# Walked my GSD right into the Sec. of State office....



## W.Oliver (Aug 26, 2007)

I'd like to tell this story in two parts;

Part 1: I take Dayna with me everywhere, and my rule of thumb is that if "No Pets" is posted on the door of the business, I respect their wishes. If said sign is not present nor posted in any fashion, we enter the establishment.

Dayna is well mannored, calm, and very biddable, but if we are asked to leave, we do so promptly and without a fuss, nor do we pose as a Service Dog team. 

Every store has the classic "No Smoking", you know the burning cigarette surrounded by a circle with the diagonal bar through it. It is funny to me, but here where I live, many of the "No Pets" signs are a silhouette of a GSD with the circle and bar! 

So anyway, yesterday as I walked-up to the Michigan Secretary of State office, there is the no smoking sign, but not a peep about pets, so in we go, right into the government office, me and Dayna, and Dayne and me...........

How do you guys feel about that? Am I crossing a line? Am I rude? Is it inappropriate?

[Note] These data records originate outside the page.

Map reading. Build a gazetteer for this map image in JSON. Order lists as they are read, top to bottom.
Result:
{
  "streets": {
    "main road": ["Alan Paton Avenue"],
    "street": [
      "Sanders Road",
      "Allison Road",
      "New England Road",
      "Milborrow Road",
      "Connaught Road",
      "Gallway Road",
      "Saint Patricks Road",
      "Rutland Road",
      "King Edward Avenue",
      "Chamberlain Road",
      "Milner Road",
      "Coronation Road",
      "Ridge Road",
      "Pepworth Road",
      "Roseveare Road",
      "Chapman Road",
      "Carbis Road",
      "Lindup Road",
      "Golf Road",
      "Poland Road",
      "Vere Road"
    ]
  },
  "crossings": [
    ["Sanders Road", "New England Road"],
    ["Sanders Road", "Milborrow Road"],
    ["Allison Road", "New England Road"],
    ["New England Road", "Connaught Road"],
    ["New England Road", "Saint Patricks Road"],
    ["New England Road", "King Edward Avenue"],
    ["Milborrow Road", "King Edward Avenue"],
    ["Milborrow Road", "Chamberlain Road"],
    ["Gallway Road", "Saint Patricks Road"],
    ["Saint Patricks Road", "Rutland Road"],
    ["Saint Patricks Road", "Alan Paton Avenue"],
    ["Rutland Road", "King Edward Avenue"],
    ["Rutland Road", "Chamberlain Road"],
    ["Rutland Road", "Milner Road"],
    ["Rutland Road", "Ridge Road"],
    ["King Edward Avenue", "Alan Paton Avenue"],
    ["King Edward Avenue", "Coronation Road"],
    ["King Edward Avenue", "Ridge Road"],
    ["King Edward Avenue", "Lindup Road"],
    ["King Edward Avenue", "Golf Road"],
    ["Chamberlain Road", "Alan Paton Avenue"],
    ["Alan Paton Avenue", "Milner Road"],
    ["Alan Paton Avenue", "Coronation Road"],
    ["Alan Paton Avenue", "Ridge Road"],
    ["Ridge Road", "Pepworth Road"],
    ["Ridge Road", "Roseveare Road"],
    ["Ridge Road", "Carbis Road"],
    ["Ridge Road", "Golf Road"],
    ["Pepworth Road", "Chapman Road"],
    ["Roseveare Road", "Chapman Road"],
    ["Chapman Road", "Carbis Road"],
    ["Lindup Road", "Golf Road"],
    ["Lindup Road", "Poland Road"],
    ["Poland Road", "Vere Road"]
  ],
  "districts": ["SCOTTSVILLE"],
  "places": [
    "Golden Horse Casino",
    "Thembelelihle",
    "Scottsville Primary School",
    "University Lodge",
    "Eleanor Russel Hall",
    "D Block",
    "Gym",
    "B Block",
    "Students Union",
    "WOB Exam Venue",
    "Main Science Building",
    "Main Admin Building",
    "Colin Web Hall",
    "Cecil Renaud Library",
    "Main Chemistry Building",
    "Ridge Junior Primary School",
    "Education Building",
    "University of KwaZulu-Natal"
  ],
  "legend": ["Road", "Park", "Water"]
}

_Part 2: How well did it go? What were the reactions of the state employees and customers?_


----------



## Jax08 (Feb 13, 2009)

You cross a line? :rofl:

So how did it go?


----------



## DJEtzel (Feb 11, 2010)

I don't think it's rude or innapropriate, nor are you crossing any lines. It would be all of the following if there had been a sign.


----------



## Relayer (Apr 29, 2010)

That's funny. I wish we were like Europe here and you could take your dog into a restaurant.


----------



## FLyMuSLiMa (Apr 25, 2010)

LOL; Wow; that's very interesting; so are you gonna finish the story or what?! Please don't leave us in suspense! I'm dying to know...


----------



## ken k (Apr 3, 2006)

W.Oliver said:


> I'd like to tell this story in two parts;
> 
> Part 1: I take Dayna with me everywhere, and my rule of thumb is that if "No Pets" is posted on the door of the business, I respect their wishes. If said sign is not present nor posted in any fashion, we enter the establishment.
> 
> ...



no you did not cross the line, and I dont think its rude, i have taken Max into the downtown Farmington post office, and hes welcome at the charter bank around the corner, what you did was show the general pubic, what a properly breed and trained GSD is like, and I keep looking for you and Dayna every friday night at the downtown Farmington concerts


----------



## W.Oliver (Aug 26, 2007)

ken k said:


> I keep looking for you and Dayna every friday night at the downtown Farmington concerts


We train most every Sunday morning at OCC on the soccer field off of the Orchard Lake Road entrance. She and I were in downtown Farmington this morning at the Farmers' Market. I am sure we'll cross paths sometime here soon.


----------



## onyxboy (Jun 6, 2010)

You go dude!!! If no sign then go for it!


----------



## arycrest (Feb 28, 2006)

I have a friend who is allergic to just about everything including dogs. She's retired now because of health issues. She worked for the government and had you entered her office or walked near her office she would have ended up in the emergency room of the hospital. 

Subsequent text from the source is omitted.